Chinese Leaders Are Alarmed by Drought
by Keith Brasher, New York Times, February 3, 2011
HONG KONG — A severe drought in northern China has badly damaged the winter wheat crop and left the ground very dry for the spring planting, fueling inflation and alarming China’s leaders.
President Hu Jintao and Prime Minister Wen Jiabao separately toured drought-stricken regions this week and have called for “all-out efforts” to address the effects of water shortages on agriculture, state media reported on Thursday. Mr. Wen made a similar trip just 10 days ago and called for long-term improvements in water management.
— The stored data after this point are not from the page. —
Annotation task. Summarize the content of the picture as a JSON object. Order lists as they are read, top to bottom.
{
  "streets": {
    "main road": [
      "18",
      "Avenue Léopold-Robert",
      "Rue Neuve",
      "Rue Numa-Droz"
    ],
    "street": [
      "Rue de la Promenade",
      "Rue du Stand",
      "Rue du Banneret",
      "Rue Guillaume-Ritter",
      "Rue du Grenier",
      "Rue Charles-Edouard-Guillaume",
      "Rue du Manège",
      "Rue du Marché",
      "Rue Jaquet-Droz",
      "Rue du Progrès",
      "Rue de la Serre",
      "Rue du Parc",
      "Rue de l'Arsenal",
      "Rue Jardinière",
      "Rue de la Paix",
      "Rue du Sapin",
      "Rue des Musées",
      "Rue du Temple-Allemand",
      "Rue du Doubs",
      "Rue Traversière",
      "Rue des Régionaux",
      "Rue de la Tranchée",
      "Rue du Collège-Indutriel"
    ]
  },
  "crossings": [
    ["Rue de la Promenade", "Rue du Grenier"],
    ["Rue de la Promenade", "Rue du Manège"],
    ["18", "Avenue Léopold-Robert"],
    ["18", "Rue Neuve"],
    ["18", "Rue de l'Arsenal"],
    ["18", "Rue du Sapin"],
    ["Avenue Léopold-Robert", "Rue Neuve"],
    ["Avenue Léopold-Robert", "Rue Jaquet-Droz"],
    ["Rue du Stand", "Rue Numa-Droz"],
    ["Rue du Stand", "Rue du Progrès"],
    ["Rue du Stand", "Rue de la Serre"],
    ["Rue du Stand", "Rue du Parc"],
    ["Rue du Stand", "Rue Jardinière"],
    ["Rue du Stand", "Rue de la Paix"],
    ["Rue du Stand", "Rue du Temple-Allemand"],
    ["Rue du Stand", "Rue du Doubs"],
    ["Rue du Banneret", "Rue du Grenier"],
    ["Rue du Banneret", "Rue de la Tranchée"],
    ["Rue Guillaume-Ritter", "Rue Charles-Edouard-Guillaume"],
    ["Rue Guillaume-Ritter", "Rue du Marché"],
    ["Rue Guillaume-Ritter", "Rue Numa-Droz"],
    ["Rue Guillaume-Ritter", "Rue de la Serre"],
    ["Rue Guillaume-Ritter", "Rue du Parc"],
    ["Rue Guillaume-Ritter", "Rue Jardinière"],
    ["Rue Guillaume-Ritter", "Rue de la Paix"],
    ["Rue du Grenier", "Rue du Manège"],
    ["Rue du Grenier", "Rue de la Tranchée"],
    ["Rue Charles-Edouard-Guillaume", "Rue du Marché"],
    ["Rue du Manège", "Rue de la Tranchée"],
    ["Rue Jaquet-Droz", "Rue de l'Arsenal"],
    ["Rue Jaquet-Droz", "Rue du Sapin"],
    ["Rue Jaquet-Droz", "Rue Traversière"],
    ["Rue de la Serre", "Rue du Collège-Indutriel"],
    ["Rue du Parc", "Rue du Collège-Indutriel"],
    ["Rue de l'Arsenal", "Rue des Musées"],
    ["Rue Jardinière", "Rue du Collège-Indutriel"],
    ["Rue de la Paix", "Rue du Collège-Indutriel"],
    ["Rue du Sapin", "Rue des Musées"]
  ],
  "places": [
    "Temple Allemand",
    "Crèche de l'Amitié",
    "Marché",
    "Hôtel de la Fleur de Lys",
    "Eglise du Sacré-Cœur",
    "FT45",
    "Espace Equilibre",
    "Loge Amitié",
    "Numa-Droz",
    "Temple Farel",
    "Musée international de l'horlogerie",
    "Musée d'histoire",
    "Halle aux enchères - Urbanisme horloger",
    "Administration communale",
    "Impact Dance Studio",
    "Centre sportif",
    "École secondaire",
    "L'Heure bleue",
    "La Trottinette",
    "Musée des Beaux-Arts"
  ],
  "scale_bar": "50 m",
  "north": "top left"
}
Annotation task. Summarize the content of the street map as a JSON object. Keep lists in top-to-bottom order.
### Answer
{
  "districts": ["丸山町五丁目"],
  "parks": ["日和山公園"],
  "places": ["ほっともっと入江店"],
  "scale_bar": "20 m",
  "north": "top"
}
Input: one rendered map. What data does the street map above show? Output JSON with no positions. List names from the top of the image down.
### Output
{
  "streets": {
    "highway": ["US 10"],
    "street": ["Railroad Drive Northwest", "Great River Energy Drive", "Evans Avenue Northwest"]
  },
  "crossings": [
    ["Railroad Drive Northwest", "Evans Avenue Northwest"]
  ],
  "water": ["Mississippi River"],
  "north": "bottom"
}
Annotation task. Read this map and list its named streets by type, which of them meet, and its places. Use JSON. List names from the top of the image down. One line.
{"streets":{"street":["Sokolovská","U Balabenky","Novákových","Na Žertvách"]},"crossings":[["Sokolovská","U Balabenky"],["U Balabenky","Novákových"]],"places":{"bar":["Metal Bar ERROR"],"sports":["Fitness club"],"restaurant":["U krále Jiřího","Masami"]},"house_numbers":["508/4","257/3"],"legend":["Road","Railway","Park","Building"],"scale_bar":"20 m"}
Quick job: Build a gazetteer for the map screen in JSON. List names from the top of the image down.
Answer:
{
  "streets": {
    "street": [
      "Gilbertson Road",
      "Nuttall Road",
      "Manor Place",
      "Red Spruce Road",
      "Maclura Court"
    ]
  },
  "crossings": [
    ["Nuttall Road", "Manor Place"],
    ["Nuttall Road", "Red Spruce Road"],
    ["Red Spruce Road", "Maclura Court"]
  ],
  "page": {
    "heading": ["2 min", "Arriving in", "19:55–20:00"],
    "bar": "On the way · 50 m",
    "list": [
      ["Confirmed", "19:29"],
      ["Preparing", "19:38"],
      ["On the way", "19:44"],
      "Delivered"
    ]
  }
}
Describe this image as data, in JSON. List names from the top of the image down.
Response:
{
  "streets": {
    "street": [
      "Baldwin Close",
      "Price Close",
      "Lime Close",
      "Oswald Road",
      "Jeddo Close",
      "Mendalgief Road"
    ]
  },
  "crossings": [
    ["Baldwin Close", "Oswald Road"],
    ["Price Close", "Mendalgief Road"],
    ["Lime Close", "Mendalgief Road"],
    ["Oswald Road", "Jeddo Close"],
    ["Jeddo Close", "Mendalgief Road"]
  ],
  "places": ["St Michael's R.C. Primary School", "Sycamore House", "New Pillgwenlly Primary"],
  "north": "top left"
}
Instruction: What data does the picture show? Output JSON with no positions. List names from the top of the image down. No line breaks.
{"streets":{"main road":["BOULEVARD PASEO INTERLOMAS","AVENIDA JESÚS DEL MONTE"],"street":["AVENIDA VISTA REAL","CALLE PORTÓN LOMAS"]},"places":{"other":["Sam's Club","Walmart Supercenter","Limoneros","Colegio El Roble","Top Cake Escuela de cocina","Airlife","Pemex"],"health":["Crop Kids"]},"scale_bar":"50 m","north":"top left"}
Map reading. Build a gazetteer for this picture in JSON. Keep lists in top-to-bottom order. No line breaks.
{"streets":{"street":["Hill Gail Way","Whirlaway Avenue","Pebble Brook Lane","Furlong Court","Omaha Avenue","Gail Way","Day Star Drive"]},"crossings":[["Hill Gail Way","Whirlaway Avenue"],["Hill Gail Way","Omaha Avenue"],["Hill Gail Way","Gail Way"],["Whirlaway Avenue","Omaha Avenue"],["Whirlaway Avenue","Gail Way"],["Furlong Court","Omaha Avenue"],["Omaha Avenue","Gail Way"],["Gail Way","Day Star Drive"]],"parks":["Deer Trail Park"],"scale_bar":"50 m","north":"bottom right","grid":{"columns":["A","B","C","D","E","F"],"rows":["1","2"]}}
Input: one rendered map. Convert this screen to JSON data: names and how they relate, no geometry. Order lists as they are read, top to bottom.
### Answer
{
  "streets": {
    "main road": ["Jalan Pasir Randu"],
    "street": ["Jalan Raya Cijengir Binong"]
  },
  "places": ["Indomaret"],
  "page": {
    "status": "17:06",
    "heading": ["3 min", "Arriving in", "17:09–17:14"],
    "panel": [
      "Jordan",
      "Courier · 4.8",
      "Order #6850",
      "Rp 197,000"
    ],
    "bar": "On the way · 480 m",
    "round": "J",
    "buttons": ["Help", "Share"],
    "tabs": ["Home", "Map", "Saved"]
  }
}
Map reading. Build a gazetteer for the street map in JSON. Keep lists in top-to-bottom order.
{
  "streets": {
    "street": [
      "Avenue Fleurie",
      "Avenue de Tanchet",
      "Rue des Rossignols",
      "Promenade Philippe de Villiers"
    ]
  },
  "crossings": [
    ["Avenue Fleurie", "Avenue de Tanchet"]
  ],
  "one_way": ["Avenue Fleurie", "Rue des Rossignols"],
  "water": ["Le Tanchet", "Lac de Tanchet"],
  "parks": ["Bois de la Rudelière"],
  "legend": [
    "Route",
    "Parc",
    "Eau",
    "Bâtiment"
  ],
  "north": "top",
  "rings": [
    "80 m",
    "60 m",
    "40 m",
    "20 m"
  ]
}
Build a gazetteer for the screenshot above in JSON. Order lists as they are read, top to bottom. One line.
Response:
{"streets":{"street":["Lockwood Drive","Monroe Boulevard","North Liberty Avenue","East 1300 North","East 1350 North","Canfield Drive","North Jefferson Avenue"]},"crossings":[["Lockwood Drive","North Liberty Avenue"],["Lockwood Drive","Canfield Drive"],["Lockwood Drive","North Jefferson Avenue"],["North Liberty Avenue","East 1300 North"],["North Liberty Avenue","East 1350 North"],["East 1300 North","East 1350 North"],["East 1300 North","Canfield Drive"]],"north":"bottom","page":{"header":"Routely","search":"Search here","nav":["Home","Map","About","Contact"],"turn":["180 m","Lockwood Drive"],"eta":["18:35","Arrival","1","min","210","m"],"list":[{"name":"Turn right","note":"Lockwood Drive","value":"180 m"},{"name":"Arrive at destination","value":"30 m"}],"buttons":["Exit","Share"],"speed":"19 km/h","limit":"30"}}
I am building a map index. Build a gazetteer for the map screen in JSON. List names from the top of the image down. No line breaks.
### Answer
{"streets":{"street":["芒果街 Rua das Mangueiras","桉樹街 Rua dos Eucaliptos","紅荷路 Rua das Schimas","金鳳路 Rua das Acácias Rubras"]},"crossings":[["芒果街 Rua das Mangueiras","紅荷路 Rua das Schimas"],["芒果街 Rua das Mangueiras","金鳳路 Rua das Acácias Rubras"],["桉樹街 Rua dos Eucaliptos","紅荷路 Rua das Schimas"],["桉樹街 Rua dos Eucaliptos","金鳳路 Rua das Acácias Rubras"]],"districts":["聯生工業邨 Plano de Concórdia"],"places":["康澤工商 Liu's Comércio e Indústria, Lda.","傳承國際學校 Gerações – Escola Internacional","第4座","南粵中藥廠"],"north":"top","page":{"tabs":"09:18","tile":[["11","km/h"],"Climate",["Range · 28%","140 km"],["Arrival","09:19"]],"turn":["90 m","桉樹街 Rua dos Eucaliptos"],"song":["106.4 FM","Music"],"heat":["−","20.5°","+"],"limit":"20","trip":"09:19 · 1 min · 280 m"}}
Rising food prices were a problem last autumn even before the drought began, prompting the government to impose a wide range of price controls in mid-November 2010. The winter wheat crop has been parched since then in northern China while unusually widespread frost has hurt the vegetable crop in southern China, and state media began warning a week ago that price controls on food might not be effective.
Some of the driest areas are close to Beijing, which has had no appreciable precipitation since Oct. 23, although there were brief snow flurries on December 29. If the drought lasts another 11 days, it will match one in the winter of 1970-1971 as the longest since modern record keeping started in 1951, according to government meteorologists quoted by state media..
Particularly hard hit have been Hebei Province, which is next to Beijing and which President Hu visited from Tuesday to Thursday, and southern Shandong Province to the east, which Mr. Wen visited on Wednesday and Thursday. The dirt in farmers’ fields has become bone dry and is easily lifted by breezes, coating trees and houses in fine dust.
Food prices have been rising around the world, a result of weather problems in many countries like the unusual heat wave in Russia last summer. High food prices have been among the many reasons for protests in Egypt and elsewhere in the Arab world.
But even a prolonged drought in China appears highly unlikely to cause acute food shortages. China has spent years accumulating very large government reserves of grain and also has $2.85 trillion in foreign exchange reserves, giving it virtually unlimited ability to import food as long as major grain producers do not limit exports.
When commodity prices last surged in 2007 and 2008, however, at least 29 countries sharply curbed food exports in attempts to prevent domestic food prices from rising as quickly as world prices. And if China does become a large importer of wheat – it imports a lot of soybeans but tries to be essentially self-sufficient in rice and other grains for national security reasons – then it could push up world prices and make it harder for poor countries to afford food imports.
Gary Blumenthal, chief executive of World Perspectives, a Washington-based agriculture trade consulting company, noted that wheat is grown in many countries and said that Chinese purchases would not necessarily result in a sustained jump in already high world prices. “The wheat market can restore any imbalances more readily than perhaps other grains,” he said.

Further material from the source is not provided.